To deepen your spiritual life, try seeing more. Increasing your imagination can ignite more good and sharing more with others. And if you need convincing, The Rev. Dr. Stuart Higginbotham has many stories to prove these points. In Gainesville, where since 2014 he has served as rector of Grace Episcopal Church, seeing more has produced fascinating results.

“Who are the people who we see day to day, and if they don’t go to our particular church, we never get to know them?” Higginbotham asks. “How do we get outside of that?”

These questions have changed his congregation too. They reinvented vacation Bible school as five summer evenings with neighbors who practice Islam, Hinduism and other faiths. Higginbotham has led workshops on how Buddhist meditation techniques can enrich Christian contemplative practice, and Grace has hosted rejuvenating, meditative sound baths that are free and open to the public. How Grace built a communal life more deeply rooted in prayer, meditation and fellowship is detailed in Higginbotham’s book, The Heart of a Calling: The Practice of Christian Mindfulness in Congregational Ministry (2021).

As a poet, Higginbotham believes fervently in prophetic imagination to bypass the 9-to-5 grind and activate our creativity to discover more abundance. “The prophets engaged social stresses by nurturing a transformation of the heart, by drawing on poetry, prayer and other tools,” he points out.

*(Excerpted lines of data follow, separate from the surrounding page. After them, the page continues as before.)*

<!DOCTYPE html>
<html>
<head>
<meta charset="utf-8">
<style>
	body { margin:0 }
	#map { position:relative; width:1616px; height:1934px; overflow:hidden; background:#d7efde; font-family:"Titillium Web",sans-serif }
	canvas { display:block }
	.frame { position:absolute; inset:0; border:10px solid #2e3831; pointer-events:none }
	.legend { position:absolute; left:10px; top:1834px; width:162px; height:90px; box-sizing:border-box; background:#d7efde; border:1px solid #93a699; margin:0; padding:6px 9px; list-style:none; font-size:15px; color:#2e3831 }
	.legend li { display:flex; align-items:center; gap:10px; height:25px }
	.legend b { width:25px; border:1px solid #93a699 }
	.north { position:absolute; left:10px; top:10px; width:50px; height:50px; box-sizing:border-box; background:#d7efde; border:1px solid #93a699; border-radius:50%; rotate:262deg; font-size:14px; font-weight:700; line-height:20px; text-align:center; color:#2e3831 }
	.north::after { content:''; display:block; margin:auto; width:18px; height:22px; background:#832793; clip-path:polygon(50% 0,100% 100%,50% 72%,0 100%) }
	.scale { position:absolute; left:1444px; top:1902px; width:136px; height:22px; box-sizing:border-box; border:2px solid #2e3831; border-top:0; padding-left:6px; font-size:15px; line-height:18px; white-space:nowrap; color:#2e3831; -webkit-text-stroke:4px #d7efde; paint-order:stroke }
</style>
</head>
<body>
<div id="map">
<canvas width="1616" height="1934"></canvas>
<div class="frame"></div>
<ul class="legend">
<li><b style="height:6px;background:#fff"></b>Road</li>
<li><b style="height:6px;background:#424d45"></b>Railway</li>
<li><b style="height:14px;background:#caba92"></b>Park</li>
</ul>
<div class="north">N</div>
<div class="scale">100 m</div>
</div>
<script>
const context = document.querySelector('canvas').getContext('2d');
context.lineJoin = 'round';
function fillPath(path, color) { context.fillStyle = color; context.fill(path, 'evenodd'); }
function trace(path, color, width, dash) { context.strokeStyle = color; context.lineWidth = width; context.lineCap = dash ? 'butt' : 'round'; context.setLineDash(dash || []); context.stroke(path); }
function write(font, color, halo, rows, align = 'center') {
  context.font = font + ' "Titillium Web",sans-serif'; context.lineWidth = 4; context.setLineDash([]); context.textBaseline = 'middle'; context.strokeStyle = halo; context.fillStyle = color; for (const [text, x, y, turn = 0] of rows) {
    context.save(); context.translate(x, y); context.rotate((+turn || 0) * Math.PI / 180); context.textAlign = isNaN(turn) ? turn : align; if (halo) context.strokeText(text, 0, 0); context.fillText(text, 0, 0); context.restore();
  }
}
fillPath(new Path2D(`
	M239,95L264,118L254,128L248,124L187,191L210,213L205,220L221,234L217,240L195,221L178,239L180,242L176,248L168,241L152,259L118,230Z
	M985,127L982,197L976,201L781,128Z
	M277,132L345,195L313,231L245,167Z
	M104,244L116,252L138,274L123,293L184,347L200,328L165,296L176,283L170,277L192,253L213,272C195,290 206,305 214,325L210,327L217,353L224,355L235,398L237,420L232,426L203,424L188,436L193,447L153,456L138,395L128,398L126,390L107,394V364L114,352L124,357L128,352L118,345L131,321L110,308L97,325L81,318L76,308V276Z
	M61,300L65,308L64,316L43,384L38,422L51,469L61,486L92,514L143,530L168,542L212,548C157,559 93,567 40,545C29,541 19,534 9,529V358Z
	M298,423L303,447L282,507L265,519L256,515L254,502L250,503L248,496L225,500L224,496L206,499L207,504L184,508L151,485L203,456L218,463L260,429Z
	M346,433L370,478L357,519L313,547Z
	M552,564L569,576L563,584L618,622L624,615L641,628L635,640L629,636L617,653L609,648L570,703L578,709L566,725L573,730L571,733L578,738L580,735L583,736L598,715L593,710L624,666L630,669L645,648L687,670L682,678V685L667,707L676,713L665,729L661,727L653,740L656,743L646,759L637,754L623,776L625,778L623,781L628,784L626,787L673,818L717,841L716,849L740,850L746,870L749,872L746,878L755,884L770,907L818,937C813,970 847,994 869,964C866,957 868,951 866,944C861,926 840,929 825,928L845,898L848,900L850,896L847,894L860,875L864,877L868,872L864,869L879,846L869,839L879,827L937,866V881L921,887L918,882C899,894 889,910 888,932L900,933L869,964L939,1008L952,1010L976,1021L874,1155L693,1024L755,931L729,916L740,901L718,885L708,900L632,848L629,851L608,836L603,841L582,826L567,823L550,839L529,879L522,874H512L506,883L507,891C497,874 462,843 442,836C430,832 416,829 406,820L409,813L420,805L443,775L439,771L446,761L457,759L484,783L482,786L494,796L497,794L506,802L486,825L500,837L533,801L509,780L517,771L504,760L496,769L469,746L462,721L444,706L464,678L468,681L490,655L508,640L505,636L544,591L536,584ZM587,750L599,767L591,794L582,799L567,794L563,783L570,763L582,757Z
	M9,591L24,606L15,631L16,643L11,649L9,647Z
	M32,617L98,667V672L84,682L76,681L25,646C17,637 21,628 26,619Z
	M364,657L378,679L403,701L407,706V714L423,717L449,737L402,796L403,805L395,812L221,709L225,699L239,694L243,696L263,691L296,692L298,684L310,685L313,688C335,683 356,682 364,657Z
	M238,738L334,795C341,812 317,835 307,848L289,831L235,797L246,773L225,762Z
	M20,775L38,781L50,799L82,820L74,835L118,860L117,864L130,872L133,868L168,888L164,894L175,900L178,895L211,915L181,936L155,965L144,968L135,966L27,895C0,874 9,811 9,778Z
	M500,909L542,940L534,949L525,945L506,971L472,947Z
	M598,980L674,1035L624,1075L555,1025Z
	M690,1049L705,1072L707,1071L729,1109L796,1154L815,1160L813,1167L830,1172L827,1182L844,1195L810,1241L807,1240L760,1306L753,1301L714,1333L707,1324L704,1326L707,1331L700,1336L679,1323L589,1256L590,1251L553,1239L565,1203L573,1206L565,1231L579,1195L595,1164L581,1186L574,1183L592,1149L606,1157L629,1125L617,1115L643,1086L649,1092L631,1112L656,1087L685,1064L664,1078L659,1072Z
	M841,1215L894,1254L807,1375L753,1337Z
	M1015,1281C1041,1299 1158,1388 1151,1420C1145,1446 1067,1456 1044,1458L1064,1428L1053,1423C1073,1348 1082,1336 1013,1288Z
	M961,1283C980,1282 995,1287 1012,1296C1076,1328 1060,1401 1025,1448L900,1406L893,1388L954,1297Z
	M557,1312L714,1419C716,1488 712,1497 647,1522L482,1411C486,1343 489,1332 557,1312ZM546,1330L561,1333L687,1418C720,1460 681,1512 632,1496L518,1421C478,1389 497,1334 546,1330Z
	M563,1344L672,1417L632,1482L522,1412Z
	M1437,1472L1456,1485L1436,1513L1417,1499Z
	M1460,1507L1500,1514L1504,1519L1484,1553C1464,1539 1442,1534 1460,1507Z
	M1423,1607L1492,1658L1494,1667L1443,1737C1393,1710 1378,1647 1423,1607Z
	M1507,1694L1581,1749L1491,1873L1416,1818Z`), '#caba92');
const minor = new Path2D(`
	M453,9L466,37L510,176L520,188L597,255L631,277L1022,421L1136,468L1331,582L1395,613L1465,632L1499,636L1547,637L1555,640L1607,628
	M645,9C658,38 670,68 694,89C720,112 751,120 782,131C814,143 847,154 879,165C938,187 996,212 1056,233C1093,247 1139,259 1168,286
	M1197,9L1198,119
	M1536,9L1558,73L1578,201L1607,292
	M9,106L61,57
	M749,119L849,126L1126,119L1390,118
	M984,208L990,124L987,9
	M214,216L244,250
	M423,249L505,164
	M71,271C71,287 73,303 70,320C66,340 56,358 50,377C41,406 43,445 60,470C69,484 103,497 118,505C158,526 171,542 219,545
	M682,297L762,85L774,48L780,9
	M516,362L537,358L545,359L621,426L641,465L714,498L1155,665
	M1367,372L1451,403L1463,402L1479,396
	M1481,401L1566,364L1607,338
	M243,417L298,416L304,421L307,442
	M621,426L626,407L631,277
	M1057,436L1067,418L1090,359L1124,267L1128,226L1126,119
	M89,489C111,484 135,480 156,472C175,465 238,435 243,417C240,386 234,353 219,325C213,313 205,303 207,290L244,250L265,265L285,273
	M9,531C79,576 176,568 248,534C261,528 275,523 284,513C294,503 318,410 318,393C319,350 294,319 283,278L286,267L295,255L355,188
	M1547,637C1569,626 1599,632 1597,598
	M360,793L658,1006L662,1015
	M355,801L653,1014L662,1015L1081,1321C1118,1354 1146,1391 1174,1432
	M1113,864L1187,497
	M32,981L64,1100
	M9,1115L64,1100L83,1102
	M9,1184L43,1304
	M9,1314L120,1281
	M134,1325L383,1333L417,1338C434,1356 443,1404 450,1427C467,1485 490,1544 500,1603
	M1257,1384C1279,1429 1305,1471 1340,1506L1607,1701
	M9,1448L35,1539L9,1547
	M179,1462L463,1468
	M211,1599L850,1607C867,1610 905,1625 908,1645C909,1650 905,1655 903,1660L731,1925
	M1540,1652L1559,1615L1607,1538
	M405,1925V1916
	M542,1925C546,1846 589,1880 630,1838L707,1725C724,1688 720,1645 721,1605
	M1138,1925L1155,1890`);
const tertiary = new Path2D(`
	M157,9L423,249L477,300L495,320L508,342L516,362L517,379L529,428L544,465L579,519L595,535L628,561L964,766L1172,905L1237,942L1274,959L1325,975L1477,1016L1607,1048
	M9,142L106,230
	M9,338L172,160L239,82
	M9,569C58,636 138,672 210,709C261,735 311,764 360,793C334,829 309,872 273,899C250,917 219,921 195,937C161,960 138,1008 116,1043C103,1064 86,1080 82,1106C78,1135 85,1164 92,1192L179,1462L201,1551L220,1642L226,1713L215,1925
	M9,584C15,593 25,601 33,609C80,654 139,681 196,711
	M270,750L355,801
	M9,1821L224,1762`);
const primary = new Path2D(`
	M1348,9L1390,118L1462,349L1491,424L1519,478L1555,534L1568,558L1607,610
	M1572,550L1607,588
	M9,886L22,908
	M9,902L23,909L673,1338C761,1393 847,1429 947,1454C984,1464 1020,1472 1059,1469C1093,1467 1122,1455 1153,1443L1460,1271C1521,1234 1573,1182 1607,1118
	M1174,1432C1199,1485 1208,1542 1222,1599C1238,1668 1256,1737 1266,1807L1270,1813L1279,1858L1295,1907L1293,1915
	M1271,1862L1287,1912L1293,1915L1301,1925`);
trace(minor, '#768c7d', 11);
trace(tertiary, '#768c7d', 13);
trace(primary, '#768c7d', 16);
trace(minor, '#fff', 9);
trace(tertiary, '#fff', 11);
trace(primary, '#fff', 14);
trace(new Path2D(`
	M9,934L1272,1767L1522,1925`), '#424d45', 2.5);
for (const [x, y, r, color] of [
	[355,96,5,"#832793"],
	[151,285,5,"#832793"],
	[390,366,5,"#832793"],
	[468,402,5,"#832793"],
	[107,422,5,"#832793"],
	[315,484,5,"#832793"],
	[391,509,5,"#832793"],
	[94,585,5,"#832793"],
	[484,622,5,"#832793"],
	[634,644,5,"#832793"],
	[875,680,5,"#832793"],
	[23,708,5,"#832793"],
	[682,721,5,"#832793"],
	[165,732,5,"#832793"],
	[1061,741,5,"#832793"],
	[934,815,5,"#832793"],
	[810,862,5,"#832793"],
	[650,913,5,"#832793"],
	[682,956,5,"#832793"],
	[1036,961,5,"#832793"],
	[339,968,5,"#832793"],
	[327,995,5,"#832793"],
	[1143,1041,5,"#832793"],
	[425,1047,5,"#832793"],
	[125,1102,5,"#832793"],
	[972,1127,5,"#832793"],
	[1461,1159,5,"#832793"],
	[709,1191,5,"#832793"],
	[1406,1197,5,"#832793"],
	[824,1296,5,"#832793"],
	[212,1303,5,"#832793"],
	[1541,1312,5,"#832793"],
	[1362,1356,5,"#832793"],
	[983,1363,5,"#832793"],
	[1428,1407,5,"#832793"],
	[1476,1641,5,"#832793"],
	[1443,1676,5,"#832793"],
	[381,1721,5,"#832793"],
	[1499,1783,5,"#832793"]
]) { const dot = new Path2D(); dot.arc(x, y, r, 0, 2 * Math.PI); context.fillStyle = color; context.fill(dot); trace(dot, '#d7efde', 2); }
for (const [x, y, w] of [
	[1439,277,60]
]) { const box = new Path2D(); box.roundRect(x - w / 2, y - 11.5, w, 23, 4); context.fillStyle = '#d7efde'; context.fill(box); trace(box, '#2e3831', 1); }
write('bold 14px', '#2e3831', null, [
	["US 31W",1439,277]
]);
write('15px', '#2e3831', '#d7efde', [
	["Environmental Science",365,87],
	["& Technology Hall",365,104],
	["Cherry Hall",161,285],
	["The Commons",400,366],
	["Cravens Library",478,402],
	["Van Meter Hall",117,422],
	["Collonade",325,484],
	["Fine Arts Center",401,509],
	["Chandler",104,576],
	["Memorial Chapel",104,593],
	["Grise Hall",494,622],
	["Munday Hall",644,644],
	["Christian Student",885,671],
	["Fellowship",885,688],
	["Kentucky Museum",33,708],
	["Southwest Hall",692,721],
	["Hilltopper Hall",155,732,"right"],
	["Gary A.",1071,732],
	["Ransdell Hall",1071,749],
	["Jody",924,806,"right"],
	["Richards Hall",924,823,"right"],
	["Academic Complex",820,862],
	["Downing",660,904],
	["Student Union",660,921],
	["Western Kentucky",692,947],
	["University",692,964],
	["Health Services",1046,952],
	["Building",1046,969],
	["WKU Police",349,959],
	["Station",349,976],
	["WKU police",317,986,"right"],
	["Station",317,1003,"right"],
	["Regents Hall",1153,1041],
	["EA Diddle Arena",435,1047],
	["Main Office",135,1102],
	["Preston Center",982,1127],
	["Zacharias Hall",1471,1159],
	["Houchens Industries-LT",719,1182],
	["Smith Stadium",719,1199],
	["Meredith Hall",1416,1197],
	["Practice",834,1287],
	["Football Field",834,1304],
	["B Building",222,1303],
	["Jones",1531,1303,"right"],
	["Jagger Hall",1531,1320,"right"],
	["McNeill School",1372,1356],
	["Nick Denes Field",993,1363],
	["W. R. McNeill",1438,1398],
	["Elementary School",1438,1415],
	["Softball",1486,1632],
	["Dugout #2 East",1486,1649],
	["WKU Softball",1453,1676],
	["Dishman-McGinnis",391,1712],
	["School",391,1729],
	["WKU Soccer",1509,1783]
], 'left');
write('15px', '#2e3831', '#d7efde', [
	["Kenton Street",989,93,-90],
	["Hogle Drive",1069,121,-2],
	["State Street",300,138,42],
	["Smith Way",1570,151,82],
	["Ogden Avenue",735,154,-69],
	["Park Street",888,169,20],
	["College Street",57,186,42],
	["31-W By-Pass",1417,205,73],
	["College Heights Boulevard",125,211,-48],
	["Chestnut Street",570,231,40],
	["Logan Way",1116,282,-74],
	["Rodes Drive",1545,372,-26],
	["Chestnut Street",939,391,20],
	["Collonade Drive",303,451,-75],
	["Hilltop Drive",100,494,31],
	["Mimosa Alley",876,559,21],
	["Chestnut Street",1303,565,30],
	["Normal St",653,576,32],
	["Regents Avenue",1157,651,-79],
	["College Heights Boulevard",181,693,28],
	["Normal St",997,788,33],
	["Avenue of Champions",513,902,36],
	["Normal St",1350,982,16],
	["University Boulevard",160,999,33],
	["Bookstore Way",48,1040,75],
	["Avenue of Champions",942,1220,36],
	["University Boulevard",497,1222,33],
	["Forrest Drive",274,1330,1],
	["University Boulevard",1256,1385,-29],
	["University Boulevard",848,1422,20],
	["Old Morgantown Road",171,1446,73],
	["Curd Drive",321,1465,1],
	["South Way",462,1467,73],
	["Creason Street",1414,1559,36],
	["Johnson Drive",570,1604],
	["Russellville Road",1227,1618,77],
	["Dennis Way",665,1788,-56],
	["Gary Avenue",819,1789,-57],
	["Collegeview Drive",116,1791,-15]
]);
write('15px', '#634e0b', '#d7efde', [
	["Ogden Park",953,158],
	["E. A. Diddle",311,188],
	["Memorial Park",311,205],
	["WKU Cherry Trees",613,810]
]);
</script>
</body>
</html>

To spark that potential, he pays attention to parishioners’ stories and affirms their gifts and strengths. As new ideas rise, and Grace members collaborate to creatively express their identity, new people come through the doors. A hastily organized healing drum circle, for example, attracted 200 attendees to the Grace nave. Higginbotham is also forming a laboratory for spiritual imagination to train Episcopal seminarians and others at Emory University’s Candler School of Theology.

By seeing something new, you can consider the possibilities.

“Jesus’s presence was in the mix of people from different points of view,” Higginbotham said. “Are we curious? Can we wonder about how Jesus has actually shown up in someone else’s life, and not just our doctrinal frameworks? Can I just sit in that space and give thanks and say, what does it mean?”